Copy out each line of the data that includes the string "overflow".
***** Data to examine *****
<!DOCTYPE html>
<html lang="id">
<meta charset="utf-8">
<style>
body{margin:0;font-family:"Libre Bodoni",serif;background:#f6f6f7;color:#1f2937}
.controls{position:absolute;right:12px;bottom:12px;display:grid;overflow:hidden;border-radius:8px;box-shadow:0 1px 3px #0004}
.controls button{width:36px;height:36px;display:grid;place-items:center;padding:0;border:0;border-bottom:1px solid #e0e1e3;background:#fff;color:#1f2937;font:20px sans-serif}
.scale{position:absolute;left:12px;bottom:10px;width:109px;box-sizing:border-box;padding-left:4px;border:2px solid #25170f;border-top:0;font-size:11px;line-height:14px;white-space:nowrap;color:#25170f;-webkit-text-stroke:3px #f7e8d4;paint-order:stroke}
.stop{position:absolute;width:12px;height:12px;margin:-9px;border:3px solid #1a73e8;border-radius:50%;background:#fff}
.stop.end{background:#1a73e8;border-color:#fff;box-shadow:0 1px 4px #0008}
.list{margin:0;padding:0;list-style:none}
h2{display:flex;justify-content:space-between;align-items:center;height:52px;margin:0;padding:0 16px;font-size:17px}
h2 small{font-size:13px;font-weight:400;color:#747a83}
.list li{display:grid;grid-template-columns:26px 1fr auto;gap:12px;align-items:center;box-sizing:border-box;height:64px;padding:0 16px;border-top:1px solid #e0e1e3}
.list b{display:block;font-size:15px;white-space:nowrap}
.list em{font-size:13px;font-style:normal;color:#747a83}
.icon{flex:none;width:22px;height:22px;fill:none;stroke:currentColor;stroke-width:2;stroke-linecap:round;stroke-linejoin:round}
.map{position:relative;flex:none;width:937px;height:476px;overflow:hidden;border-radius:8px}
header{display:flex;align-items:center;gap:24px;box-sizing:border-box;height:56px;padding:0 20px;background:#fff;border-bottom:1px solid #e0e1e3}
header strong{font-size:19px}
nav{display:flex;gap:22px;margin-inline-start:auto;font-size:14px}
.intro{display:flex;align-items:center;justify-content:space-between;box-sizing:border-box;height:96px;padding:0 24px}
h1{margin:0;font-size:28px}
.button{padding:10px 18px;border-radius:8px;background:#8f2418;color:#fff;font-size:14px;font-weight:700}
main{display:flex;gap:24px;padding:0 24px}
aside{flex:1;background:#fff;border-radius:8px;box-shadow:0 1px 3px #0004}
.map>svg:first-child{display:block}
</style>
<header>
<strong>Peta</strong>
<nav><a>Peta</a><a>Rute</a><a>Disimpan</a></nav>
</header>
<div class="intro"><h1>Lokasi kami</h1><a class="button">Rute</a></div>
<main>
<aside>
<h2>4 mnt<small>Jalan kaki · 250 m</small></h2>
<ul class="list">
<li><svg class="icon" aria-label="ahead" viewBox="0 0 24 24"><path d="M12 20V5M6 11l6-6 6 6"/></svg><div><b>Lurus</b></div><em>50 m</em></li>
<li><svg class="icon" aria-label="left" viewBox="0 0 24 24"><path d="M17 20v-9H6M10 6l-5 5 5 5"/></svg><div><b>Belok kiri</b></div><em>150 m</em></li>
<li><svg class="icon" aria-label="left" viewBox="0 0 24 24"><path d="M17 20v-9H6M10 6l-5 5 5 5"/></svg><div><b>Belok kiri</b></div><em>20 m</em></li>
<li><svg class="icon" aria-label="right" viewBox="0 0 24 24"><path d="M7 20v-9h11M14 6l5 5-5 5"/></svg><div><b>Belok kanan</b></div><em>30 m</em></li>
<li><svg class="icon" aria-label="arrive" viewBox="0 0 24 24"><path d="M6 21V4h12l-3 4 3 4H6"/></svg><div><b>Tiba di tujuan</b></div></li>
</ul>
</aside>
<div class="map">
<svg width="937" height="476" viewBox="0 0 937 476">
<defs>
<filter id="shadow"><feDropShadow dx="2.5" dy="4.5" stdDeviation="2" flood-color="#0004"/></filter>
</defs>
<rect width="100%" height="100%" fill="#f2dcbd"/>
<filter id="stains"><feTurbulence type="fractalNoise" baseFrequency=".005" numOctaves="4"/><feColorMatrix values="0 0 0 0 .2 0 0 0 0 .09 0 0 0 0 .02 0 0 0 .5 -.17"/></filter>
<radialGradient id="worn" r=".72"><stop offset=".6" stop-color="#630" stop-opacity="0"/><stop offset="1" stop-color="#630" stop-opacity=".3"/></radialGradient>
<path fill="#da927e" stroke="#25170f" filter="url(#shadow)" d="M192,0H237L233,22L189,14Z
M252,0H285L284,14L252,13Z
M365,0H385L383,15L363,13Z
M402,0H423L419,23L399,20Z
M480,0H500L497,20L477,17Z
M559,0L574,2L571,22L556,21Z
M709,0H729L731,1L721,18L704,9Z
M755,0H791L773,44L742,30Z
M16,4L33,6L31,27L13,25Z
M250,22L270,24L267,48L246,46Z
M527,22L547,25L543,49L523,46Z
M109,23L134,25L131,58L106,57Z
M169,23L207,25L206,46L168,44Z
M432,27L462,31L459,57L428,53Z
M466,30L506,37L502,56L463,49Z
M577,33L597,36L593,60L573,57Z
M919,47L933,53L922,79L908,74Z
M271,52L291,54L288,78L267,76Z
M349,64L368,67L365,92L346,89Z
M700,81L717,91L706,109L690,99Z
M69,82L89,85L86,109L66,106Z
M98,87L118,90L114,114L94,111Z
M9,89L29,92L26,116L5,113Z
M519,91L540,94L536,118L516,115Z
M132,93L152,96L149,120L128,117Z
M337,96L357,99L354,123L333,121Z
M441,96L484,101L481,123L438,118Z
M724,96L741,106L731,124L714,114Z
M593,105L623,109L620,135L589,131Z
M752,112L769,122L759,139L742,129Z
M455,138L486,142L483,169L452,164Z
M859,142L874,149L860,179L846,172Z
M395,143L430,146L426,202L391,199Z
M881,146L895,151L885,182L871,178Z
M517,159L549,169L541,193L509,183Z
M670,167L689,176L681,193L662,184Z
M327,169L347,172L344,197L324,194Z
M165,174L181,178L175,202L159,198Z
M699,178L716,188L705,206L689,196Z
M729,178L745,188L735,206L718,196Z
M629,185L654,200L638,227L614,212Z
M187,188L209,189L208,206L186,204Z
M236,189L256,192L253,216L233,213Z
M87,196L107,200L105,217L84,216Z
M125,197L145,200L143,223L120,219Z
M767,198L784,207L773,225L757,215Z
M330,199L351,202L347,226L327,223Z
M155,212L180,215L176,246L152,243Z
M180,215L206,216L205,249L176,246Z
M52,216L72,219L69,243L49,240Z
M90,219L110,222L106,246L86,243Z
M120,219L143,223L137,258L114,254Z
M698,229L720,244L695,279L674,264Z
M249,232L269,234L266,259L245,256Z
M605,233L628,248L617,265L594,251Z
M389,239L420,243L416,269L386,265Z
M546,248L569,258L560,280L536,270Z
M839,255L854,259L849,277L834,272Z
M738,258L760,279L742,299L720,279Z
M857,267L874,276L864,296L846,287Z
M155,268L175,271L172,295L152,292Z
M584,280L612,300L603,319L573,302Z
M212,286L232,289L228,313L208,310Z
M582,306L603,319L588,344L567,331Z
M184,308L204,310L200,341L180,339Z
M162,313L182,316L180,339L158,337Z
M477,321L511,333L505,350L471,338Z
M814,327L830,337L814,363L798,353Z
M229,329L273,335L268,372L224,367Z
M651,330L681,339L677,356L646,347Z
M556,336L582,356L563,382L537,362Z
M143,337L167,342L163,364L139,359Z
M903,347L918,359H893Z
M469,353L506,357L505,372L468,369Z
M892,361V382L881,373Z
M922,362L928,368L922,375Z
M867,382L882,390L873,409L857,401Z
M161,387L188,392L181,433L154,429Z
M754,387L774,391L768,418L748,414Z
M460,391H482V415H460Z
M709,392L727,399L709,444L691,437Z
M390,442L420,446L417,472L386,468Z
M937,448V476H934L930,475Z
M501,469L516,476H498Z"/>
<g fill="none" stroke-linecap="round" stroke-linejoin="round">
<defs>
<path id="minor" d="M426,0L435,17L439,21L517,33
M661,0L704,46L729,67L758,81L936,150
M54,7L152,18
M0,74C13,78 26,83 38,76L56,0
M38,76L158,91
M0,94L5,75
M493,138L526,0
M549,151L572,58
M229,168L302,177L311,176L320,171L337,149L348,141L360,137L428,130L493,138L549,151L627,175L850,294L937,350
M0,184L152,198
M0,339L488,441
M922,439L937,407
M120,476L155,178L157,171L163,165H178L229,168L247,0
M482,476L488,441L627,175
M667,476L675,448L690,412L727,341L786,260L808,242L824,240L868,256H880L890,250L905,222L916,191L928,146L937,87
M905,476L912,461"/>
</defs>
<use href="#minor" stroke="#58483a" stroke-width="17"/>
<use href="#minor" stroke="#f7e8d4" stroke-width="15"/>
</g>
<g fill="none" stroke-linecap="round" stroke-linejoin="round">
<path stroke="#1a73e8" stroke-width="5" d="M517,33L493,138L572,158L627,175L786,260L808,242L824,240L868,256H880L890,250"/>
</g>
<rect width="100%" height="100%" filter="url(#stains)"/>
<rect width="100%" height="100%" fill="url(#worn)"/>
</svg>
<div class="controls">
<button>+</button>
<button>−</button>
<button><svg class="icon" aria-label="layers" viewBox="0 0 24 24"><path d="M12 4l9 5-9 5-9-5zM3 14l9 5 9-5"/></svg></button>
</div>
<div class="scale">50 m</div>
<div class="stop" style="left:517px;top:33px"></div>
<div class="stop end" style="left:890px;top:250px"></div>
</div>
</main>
*****
Response ::
.controls{position:absolute;right:12px;bottom:12px;display:grid;overflow:hidden;border-radius:8px;box-shadow:0 1px 3px #0004}
.map{position:relative;flex:none;width:937px;height:476px;overflow:hidden;border-radius:8px}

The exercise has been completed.